Forty-eight non-demented PD patients were included (ε2/ε3 carriers: n = 8; ε3/ε3 carriers: n = 35; and ε3/ε4 carriers: n = 5). Patients underwent APOE genotyping, a neuropsychological exam and a [18F]-Flutemetamol PET. Statistical Parametric Mapping 12 was used to analyze regional amyloid differences by APOE genotypes. Cognitive assessment was re-administered after follow-up.
APOE ε3/ε4 carriers showed significant amyloid load in left middle occipital areas in comparison with APOE ε3/ε3, whereas APOE ε3/ε4 exhibited several areas of amyloid accumulation in comparison with APOE ε2/ε3 that disappeared after family-wise error cluster level correction, but which hold in nonparametric analyses. No amyloid load differences were found between APOE ε2/ε3 and APOE ε3/ε3. The frequency of progression of cognitive decline was 80 % in ε3/ε4, 50 % in ε2/ε3, and 22.86 % in ε3/ε3 carriers.

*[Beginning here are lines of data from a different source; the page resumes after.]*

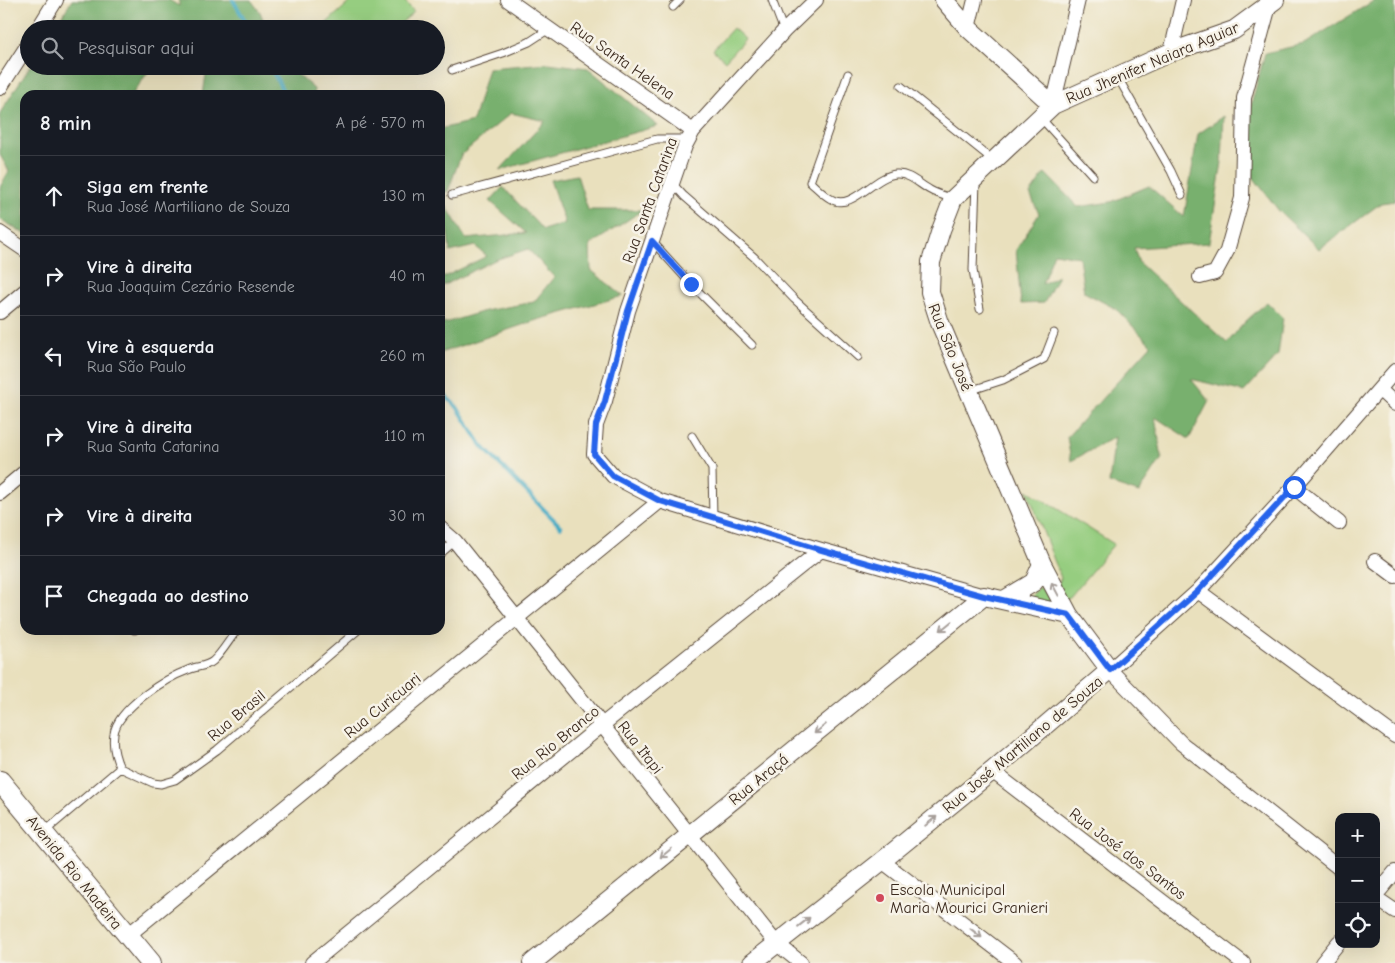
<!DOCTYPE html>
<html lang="pt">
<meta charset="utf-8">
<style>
body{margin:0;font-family:"Comic Neue",sans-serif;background:#242831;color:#f1f3f6}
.controls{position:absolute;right:15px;bottom:15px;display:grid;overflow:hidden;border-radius:10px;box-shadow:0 5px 20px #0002}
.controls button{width:45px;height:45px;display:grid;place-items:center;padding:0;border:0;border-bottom:1px solid #363941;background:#171b24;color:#f1f3f6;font:25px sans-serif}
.stop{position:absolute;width:15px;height:15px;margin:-11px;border:4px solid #2563eb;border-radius:50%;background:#fff}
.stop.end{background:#2563eb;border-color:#fff;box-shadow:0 1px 5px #0008}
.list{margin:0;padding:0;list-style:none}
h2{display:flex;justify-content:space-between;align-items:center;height:65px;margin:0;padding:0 20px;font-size:21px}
h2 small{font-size:16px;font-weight:400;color:#9ea1a6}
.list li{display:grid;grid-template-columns:32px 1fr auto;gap:15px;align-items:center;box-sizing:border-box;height:80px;padding:0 20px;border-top:1px solid #363941}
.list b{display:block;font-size:19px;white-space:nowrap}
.list p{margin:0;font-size:16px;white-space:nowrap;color:#9ea1a6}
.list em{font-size:16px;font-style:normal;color:#9ea1a6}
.icon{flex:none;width:28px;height:28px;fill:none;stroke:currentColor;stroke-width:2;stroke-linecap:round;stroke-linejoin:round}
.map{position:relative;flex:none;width:1395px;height:963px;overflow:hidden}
.search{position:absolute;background:#171b24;box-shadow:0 5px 20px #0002;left:20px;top:20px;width:425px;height:55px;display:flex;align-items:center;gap:12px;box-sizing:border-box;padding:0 18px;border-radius:28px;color:#9ea1a6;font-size:19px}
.panel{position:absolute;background:#171b24;box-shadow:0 5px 20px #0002;left:20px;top:90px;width:425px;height:545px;border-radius:15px}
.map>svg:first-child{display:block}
</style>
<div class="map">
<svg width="1395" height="963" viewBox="0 0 1395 963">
<rect width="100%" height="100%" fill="#f7f3e8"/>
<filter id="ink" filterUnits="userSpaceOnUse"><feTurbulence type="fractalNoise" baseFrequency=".02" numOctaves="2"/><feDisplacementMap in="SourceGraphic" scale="10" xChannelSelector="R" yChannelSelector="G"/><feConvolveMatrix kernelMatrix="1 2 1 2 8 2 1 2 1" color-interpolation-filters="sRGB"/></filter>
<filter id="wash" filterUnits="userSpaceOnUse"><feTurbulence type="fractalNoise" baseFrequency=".0096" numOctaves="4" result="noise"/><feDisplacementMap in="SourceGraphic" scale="20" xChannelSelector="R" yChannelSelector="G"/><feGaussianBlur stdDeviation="1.12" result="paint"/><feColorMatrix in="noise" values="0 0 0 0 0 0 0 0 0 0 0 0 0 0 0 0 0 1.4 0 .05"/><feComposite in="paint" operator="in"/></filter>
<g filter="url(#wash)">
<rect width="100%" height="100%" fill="#e9e0bd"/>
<path fill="#96cd80" stroke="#687c4f" d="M352,0H404L414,12L394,29H320Z
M733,28L745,39L725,61L713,50Z
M1027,490L1114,544L1070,597L1050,604L1029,598L1040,587L1051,599L1061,578Z"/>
<path fill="#78b06e" stroke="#5a6d46" d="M72,0H169L179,6V0H251L260,12L267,29H54Z
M1375,0H1395V201L1381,203L1319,249L1279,211L1250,173L1247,120L1265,53L1304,44Z
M548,63L588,68L658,126L500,170L545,121L511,113L461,155L448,191L440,194V129L473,121L488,68Z
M30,66H152L132,95H25V234L0,219V187L9,171L0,155V113Z
M201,66H288L314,89V95H203L206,74Z
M1224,116L1222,162L1209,243L1134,248L1139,263L1227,343L1245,322L1267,302L1283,318L1278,355L1244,392L1191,379L1209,401L1189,439L1155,417L1162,458L1139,493L1109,483L1115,437L1071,461L1067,437L1151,345L1116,309L1084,292L1079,257L1054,253L1042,284L1058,276L1044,303L1021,304L1016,250L1039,214L1030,194L1045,173L1078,207L1111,202L1149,186L1184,217L1198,134Z
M577,175L588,210H643L590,245L591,270L623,296L537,320L440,353V320L445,323L485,311L534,302L554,277L528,249L495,260L440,287V279L487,256L475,246L450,252L446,218L440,215V207H447L466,239L526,233L490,201L503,187L543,230L565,223L550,180Z"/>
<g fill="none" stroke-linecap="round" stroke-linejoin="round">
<path stroke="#43aac3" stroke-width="4" d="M233,0L250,29
M270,66L285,95
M440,391L457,407L482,446L561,527"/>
</g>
</g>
<g filter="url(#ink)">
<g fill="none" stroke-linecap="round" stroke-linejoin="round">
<defs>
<path id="service" d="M772,0L784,31
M673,7L680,0
M452,70L503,53L529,42L549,29
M848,74L810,182C816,187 823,195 831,199C851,212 874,176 896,174C909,173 919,184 930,190C937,194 945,196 952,198
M1117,76L1171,171L1182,195
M901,86L993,160
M1040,117L1093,176
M976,181L973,270L980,309
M672,183L684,196L755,258L794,299L858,357
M452,195L657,139H688
M652,241L691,284L752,345
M969,391L1003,380L1044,359L1054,333
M692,436L712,469L713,517
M440,554L455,541
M134,630H135
M120,768L153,783L161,784L175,780L217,750L358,630
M43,833L120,768C115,757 112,745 114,734C117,709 166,678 188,670C196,666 206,667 213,661C222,653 229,640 237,630"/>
<path id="minor" d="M508,0L693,131
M816,0L784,31L693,131L685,146L628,311L605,401L596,425L594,454L613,476L660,501L821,550L984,596
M968,28L975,0
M38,29L56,0
M1171,52L1183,0
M0,88L29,43
M1053,105L1078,0
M0,233L25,250
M1200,277L1215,273L1227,251L1242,198L1244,98L1269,6
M0,312L25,291
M1380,390L1395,404
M1294,487L1339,523
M0,493L25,472
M440,528L455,541L776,943L801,963
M1375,561L1395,576
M1198,591L1395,736
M992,771L1243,963
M882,861L1015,963
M1339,868L1181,743L1110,670L1198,591L1294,487L1395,371
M1376,895L1395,872
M1376,898L1395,911
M127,936L660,501
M312,963L602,725L821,550
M1322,963L1339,942"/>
<path id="tertiary" d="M944,0L968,28L1053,105L1171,52L1234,30L1275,0
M1004,600L1034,582L1042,564
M532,963L984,596L1069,615
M752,963L882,861L992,771L1110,670L1069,615L1042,564L940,323L930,292L931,262L941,230L953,199L1053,105"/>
<path id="secondary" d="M0,781L151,963"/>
</defs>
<use href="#service" stroke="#554536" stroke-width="9"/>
<use href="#minor" stroke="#554536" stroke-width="16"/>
<use href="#tertiary" stroke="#554536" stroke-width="20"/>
<use href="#secondary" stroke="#554536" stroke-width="22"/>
<use href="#service" stroke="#fff" stroke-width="7"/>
<use href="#minor" stroke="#fff" stroke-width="14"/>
<use href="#tertiary" stroke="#fff" stroke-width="18"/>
<use href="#secondary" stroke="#fff" stroke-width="20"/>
</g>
<defs><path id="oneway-shaft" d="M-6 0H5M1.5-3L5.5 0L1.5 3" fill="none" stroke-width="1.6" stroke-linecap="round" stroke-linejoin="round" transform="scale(1.25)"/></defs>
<g stroke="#a79f9a">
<use href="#oneway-shaft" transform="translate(1055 589) rotate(-118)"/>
<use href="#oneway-shaft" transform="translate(946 626) rotate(141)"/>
<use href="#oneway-shaft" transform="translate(820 729) rotate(141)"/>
<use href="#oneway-shaft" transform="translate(931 821) rotate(-39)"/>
<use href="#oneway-shaft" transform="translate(666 853) rotate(141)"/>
<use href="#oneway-shaft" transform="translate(804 922) rotate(-38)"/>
<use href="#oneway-shaft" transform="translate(976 933) rotate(38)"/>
</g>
</g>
<g fill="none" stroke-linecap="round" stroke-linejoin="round" filter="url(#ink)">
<path stroke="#2563eb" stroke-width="6" d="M691,284L652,241L628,311L605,401L596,425L594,454L613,476L660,501L821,550L984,596L1069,615L1110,670L1198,591L1294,487"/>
</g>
<circle fill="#d1495b" stroke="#f7f3e8" stroke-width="2" cx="880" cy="898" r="5"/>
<g text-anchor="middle" stroke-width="5" stroke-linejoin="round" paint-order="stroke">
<g font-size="16" fill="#3b2a1e" stroke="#f7f3e8">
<text transform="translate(623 60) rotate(35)" y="6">Rua Santa Helena</text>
<text transform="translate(1152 62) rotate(-23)" y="6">Rua Jhenifer Naiara Aguiar</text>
<text transform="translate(649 200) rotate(-70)" y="6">Rua Santa Catarina</text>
<text transform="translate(951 347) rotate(68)" y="6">Rua São José</text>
<text transform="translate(382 705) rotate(-39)" y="6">Rua Curicuari</text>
<text transform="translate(236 715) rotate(-40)" y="6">Rua Brasil</text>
<text transform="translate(555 742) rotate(-39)" y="6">Rua Rio Branco</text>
<text transform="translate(1022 744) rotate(-40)" y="6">Rua José Martiliano de Souza</text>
<text transform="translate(641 747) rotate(52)" y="6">Rua Itapi</text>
<text transform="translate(758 779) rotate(-39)" y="6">Rua Araçá</text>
<text transform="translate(1128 853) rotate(37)" y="6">Rua José dos Santos</text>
<text transform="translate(75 872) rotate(51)" y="6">Avenida Rio Madeira</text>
</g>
<g font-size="16" fill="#3b2a1e" stroke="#f7f3e8" text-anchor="start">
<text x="890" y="895">Escola Municipal<tspan x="890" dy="18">Maria Mourici Granieri</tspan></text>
</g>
</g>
</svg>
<div class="controls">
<button>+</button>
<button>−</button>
<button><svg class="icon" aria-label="locate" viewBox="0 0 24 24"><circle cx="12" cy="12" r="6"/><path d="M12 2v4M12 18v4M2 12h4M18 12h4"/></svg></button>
</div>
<div class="stop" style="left:1294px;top:487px"></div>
<div class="stop end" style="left:691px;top:284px"></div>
<div class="search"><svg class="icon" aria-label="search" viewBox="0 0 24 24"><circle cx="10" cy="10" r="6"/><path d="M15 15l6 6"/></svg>Pesquisar aqui</div>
<section class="panel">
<h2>8 min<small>A pé · 570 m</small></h2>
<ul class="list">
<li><svg class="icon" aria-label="ahead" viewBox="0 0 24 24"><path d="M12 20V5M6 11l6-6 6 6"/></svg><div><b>Siga em frente</b><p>Rua José Martiliano de Souza</p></div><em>130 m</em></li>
<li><svg class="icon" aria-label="right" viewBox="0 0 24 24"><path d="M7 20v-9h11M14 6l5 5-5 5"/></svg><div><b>Vire à direita</b><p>Rua Joaquim Cezário Resende</p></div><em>40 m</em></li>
<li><svg class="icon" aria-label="left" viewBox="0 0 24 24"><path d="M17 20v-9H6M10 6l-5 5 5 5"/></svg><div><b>Vire à esquerda</b><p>Rua São Paulo</p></div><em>260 m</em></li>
<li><svg class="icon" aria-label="right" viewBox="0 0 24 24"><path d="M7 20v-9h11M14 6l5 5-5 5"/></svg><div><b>Vire à direita</b><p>Rua Santa Catarina</p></div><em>110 m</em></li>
<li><svg class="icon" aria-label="right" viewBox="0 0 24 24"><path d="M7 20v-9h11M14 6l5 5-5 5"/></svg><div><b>Vire à direita</b></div><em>30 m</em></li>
<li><svg class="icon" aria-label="arrive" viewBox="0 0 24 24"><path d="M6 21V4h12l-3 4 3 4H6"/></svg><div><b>Chegada ao destino</b></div></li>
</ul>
</section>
</div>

This compared regional amyloid deposition and cognitive evolution among APOE genotypes. Our preliminary findings suggest an association between APOE ε4 and amyloid burden in posterior cortical areas in non-demented PD and a tendency to a higher frequency of cognitive decline. Larger studies should explore cognition and amyloid burden in APOE ε2 carriers.
认知障碍是帕金森病(PD)常见的非运动症状。淀粉样变性似乎会加速PD患者痴呆的发病。载脂蛋白(APOE)ε4基因型与淀粉样蛋白聚集有关,被认为是PD痴呆发生的一个候选因素,而其他APOE等位基因的研究较少。
纳入48例非痴呆PD患者(ε2/ε3携带者:n = 8;ε3/ε3携带者:n = 35;ε3/ε4携带者:n = 5)。患者接受APOE基因分型、神经心理学检查和[18F] - 氟代甲磺酸去甲肾上腺素PET检查。使用统计参数映射12分析不同APOE基因型的区域淀粉样蛋白差异。随访后重新进行认知评估。
与APOE ε3/ε3相比,APOE ε3/ε4携带者左侧枕中区域淀粉样蛋白负荷显著增加;与APOE ε2/ε3相比,APOE ε3/ε4表现出多个淀粉样蛋白聚集区域,经家族性错误聚类水平校正后这些区域消失,但在非参数分析中仍然存在。APOE ε2/ε3和APOE ε3/ε3之间未发现淀粉样蛋白负荷差异。ε3/ε4携带者认知功能下降进展的频率为80%,ε2/ε3为50%,ε3/ε3为22.86%。
本研究比较了不同APOE基因型之间的区域淀粉样蛋白沉积和认知演变。我们的初步研究结果表明,在非痴呆PD患者中,APOE ε4与后皮质区域的淀粉样蛋白负荷有关,且认知功能下降的频率有升高趋势。更大规模的研究应探讨APOE ε2携带者的认知和淀粉样蛋白负荷情况。